Auch aus der Praxis kommen Hinweise auf ein Umdenken. Douglas Yones, CEO des US-Anbieters Direxion (51 Mrd. USD verwaltetes Vermögen), berichtet, dass seine Short- und Hebelprodukte zunehmend von professionellen Investoren zur Risikoabsicherung genutzt werden. Zwei Anwendungen seien besonders verbreitet:
Erstens verwenden vermögende Privatanleger – häufig über Finanzberater – inverse ETFs, um ihr US-Aktienexposure zu verringern, ohne steuerpflichtige Gewinne aus Verkäufen zu realisieren. Zweitens nutzen Market Maker die Produkte zur schnellen Absicherung ihrer Handelspositionen. „Unsere ETFs bieten eine effiziente Möglichkeit, Hebelwirkung zu erzielen und Positionen kurzfristig wieder zu schließen“, so Yones.
Zwar bewerben Emittenten Short- und Hebel-ETFs seit Langem als Werkzeuge für das Risikomanagement, doch ihr Ruf als Vehikel für kurzfristige Spekulation haftet ihnen weiter an. Ihre wachsende Popularität gilt manchen Beobachtern sogar als Warnsignal – ein Symptom überhitzter Märkte. Laut ETF Action verwalten Short- und Hebel-ETFs weltweit rund 147 Milliarden US-Dollar – fast doppelt so viel wie 2017.

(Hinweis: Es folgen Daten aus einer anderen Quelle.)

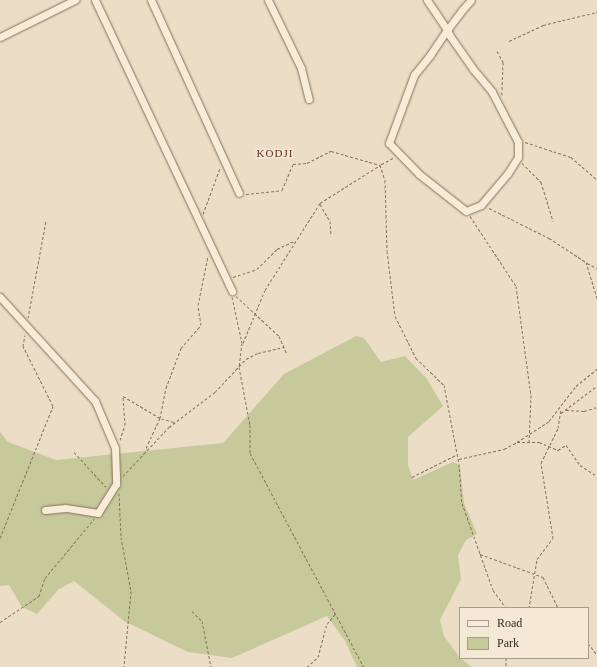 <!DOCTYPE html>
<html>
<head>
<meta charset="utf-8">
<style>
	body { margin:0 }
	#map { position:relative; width:597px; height:667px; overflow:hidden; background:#ecdec6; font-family:Georgia,serif }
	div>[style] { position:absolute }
	.green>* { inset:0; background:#c6c99a }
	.path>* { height:1px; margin-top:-0.5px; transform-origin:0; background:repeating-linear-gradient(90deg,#86705d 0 3px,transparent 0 5px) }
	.roads { filter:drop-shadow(0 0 1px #86705d) drop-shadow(0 0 1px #86705d) }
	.minor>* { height:7px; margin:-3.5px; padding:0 3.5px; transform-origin:3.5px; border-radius:3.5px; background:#f7ecd8 }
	span { translate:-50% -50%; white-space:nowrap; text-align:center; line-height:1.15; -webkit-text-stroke:3px #f3e9d5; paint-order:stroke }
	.neighbourhood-label { font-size:11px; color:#612b22; letter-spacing:1px }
	.legend { position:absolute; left:459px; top:607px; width:130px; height:52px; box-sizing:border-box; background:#f3e9d5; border:1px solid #a89d8c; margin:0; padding:5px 7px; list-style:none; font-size:12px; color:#372a1f }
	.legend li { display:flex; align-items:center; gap:8px; height:20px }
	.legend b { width:20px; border:1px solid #a89d8c }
</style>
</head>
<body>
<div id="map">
	<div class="green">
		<i style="clip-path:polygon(356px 336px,364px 338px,381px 362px,405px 356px,427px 379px,443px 406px,408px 437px,408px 465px,413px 480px,453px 462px,460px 465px,464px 503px,477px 534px,466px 540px,458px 555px,461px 579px,440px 620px,444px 636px,460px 658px,472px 667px,357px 667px,345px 641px,327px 616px,232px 658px,188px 652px,124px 621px,74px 581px,59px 589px,37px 614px,22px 607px,9px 585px,0 586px,0 432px,8px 442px,56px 460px,223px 443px,284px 374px)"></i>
	</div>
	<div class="path">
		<i style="left:509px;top:41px;width:38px;rotate:-25deg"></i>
		<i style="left:543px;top:25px;width:56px;rotate:-13.5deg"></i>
		<i style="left:497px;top:51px;width:13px;rotate:61deg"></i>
		<i style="left:503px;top:62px;width:34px;rotate:92deg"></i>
		<i style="left:525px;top:142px;width:48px;rotate:18.1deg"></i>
		<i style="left:571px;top:157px;width:35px;rotate:41deg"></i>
		<i style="left:393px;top:158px;width:15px;rotate:152deg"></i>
		<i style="left:380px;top:165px;width:16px;rotate:72deg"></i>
		<i style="left:385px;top:180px;width:71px;rotate:88.4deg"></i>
		<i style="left:387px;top:251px;width:65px;rotate:83deg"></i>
		<i style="left:395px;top:316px;width:47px;rotate:63.4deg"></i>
		<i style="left:416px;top:358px;width:39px;rotate:44deg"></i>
		<i style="left:444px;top:385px;width:80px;rotate:79.2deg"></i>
		<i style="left:459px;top:464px;width:39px;rotate:86deg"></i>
		<i style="left:462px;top:503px;width:92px;rotate:70.4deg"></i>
		<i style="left:493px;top:590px;width:22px;rotate:54deg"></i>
		<i style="left:522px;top:163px;width:27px;rotate:45deg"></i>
		<i style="left:541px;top:182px;width:41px;rotate:72.9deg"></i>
		<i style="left:246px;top:194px;width:36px;rotate:-6deg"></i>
		<i style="left:282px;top:190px;width:28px;rotate:-67deg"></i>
		<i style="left:293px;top:164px;width:14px;rotate:-4deg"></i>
		<i style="left:307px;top:163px;width:27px;rotate:-27deg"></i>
		<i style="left:331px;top:151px;width:51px;rotate:15.9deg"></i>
		<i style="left:320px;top:204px;width:20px;rotate:60deg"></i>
		<i style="left:330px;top:221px;width:14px;rotate:86deg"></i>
		<i style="left:489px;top:208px;width:67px;rotate:26.6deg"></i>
		<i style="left:549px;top:238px;width:44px;rotate:33deg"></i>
		<i style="left:586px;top:262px;width:38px;rotate:73deg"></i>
		<i style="left:203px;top:214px;width:49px;rotate:-69.7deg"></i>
		<i style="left:470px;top:216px;width:84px;rotate:56.7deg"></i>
		<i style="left:516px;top:286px;width:110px;rotate:82.2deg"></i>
		<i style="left:531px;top:395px;width:47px;rotate:92.4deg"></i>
		<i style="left:587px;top:263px;width:11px;rotate:27deg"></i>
		<i style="left:233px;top:277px;width:25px;rotate:-18deg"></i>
		<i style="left:257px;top:269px;width:28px;rotate:-45deg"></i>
		<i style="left:277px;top:249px;width:19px;rotate:-25deg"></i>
		<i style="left:236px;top:296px;width:59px;rotate:42.9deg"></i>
		<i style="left:279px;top:336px;width:20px;rotate:66deg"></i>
		<i style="left:232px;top:297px;width:47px;rotate:77.7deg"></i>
		<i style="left:242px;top:343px;width:24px;rotate:97deg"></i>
		<i style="left:239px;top:367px;width:59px;rotate:79.3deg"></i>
		<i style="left:250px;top:425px;width:28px;rotate:90deg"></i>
		<i style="left:250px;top:453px;width:242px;rotate:62deg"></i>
		<i style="left:28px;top:318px;width:99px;rotate:-79.5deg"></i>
		<i style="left:243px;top:343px;width:57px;rotate:-67.5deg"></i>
		<i style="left:265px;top:290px;width:103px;rotate:-57.7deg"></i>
		<i style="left:320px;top:203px;width:71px;rotate:-32.3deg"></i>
		<i style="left:123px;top:396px;width:43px;rotate:30.7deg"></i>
		<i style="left:160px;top:418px;width:35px;rotate:115deg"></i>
		<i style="left:566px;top:410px;width:18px;rotate:3deg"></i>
		<i style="left:584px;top:411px;width:14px;rotate:-17deg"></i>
		<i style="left:561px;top:413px;width:45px;rotate:-36.9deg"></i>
		<i style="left:174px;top:422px;width:15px;rotate:-164deg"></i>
		<i style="left:160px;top:418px;width:31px;rotate:-79deg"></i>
		<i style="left:166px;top:388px;width:43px;rotate:-69.4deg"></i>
		<i style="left:181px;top:348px;width:30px;rotate:-49deg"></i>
		<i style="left:201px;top:325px;width:20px;rotate:-99deg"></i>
		<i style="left:198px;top:305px;width:50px;rotate:-78.5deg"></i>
		<i style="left:120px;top:440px;width:16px;rotate:-72deg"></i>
		<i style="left:125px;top:425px;width:29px;rotate:-94deg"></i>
		<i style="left:517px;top:442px;width:22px"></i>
		<i style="left:539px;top:442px;width:21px;rotate:23deg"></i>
		<i style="left:558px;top:450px;width:9px;rotate:-32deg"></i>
		<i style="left:566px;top:445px;width:24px;rotate:55deg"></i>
		<i style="left:580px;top:465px;width:20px;rotate:33deg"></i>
		<i style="left:74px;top:452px;width:47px;rotate:47.6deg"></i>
		<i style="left:459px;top:459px;width:46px;rotate:-12.5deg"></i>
		<i style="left:504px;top:449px;width:15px;rotate:-28deg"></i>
		<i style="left:517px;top:442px;width:38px;rotate:-33deg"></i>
		<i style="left:549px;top:421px;width:44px;rotate:-52.4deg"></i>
		<i style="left:576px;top:386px;width:27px;rotate:-39deg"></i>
		<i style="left:123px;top:476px;width:67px;rotate:-46.8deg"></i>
		<i style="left:169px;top:427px;width:58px;rotate:-37.3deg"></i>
		<i style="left:215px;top:392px;width:45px;rotate:-46.8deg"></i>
		<i style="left:246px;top:359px;width:13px;rotate:-27deg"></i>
		<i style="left:258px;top:353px;width:27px;rotate:-13deg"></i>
		<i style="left:412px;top:477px;width:49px;rotate:-26.6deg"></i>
		<i style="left:119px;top:493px;width:44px;rotate:87.4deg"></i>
		<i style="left:121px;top:537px;width:55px;rotate:79.5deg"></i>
		<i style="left:131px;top:591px;width:76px;rotate:95.3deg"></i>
		<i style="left:0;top:538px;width:142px;rotate:-68.1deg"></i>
		<i style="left:53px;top:406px;width:67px;rotate:-116.6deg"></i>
		<i style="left:23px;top:346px;width:11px;rotate:-80deg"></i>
		<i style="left:480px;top:554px;width:67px;rotate:20.1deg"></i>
		<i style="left:543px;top:577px;width:34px;rotate:64deg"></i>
		<i style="left:529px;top:608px;width:50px;rotate:-80.7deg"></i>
		<i style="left:537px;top:559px;width:26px;rotate:-53deg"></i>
		<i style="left:553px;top:538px;width:76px;rotate:-99.1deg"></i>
		<i style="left:541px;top:463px;width:39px;rotate:-64deg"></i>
		<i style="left:558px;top:428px;width:19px;rotate:-81deg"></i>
		<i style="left:192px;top:611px;width:14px;rotate:45deg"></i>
		<i style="left:202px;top:621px;width:47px;rotate:78.9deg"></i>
		<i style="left:0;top:622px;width:47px;rotate:-33.7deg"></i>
		<i style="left:39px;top:596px;width:19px;rotate:-72deg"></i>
		<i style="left:45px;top:578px;width:77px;rotate:-50.3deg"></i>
		<i style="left:588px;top:643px;width:15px;rotate:53deg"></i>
		<i style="left:506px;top:658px;width:9px;rotate:90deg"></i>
		<i style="left:307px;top:667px;width:15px;rotate:-42deg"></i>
		<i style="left:318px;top:657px;width:34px;rotate:-75deg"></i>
		<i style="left:327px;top:624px;width:13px;rotate:-51deg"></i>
	</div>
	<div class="roads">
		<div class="minor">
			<i style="left:95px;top:0;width:322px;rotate:64.8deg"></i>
			<i style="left:151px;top:0;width:212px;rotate:65.5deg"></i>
			<i style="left:268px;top:0;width:76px;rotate:64.1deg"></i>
			<i style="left:301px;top:68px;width:32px;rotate:76deg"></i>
			<i style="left:427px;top:0;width:36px;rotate:56deg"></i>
			<i style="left:447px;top:30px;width:7px;rotate:63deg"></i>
			<i style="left:450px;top:36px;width:40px;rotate:55.1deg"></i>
			<i style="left:473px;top:69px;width:30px;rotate:50deg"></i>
			<i style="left:492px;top:92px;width:56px;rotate:62.5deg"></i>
			<i style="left:518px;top:142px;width:15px;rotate:90deg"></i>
			<i style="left:518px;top:157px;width:19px;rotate:122deg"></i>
			<i style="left:508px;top:173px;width:42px;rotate:130.2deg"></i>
			<i style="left:481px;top:205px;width:16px;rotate:158deg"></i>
			<i style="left:466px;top:211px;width:60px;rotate:-141.8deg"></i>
			<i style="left:419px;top:174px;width:43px;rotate:-134.1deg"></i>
			<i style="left:389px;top:143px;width:72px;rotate:-69.8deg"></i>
			<i style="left:414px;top:75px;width:26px;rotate:-51deg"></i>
			<i style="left:430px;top:55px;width:30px;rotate:-56deg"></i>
			<i style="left:447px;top:30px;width:25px;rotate:-53deg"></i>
			<i style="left:462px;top:10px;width:13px;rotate:-48deg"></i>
			<i style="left:0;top:37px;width:84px;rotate:-26.3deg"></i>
			<i style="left:0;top:297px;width:141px;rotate:47.6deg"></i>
			<i style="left:95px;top:401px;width:51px;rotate:66.9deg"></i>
			<i style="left:115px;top:448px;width:36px;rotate:88deg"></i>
			<i style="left:116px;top:484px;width:34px;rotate:122deg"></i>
			<i style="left:98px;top:513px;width:33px;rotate:-171deg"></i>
			<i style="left:65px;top:508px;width:20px;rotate:174deg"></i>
		</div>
	</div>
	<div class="neighbourhood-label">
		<span style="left:275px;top:153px">KODJI</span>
	</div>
	<ul class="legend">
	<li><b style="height:5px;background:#f7ecd8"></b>Road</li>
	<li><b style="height:11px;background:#c6c99a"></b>Park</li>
	</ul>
</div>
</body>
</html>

Gianmarco Roncarolo, Direktor beim Anbieter GraniteShares, sieht jedoch einen strukturellen Wandel: „Diese Produkte entwickeln sich über ihre Reputation als spekulative Instrumente hinaus. Sie werden zunehmend Teil des Werkzeugkastens erfahrener Investoren, die Marktrisiken aktiv steuern wollen.“
Zwar bleibe die Nutzung durch Retail-Anleger hoch, doch ein „relevanter Anteil“ der Zuflüsse stamme inzwischen von professionellen Investoren, die Long-Positionen absichern, so Roncarolo gegenüber ETF Stream.
Die Studie selbst unterscheidet nicht zwischen Anlegergruppen. Frühere Forschung von Wang deutet allerdings darauf hin, dass über die Hälfte der Vermögen in Short- und Hebel-ETFs von institutionellen Investoren gehalten und gehandelt wird – ein Befund, der viele überraschen dürfte.
In Europa steckt der Markt dagegen noch in den Kinderschuhen. „Die Nutzung bleibt überwiegend auf Privatanleger beschränkt, Market Maker stellen zwar Liquidität bereit, nutzen die Produkte aber nicht zur Absicherung“, sagt Oktay Kavrak, Strategy Director beim europäischen Marktführer Leverage Shares.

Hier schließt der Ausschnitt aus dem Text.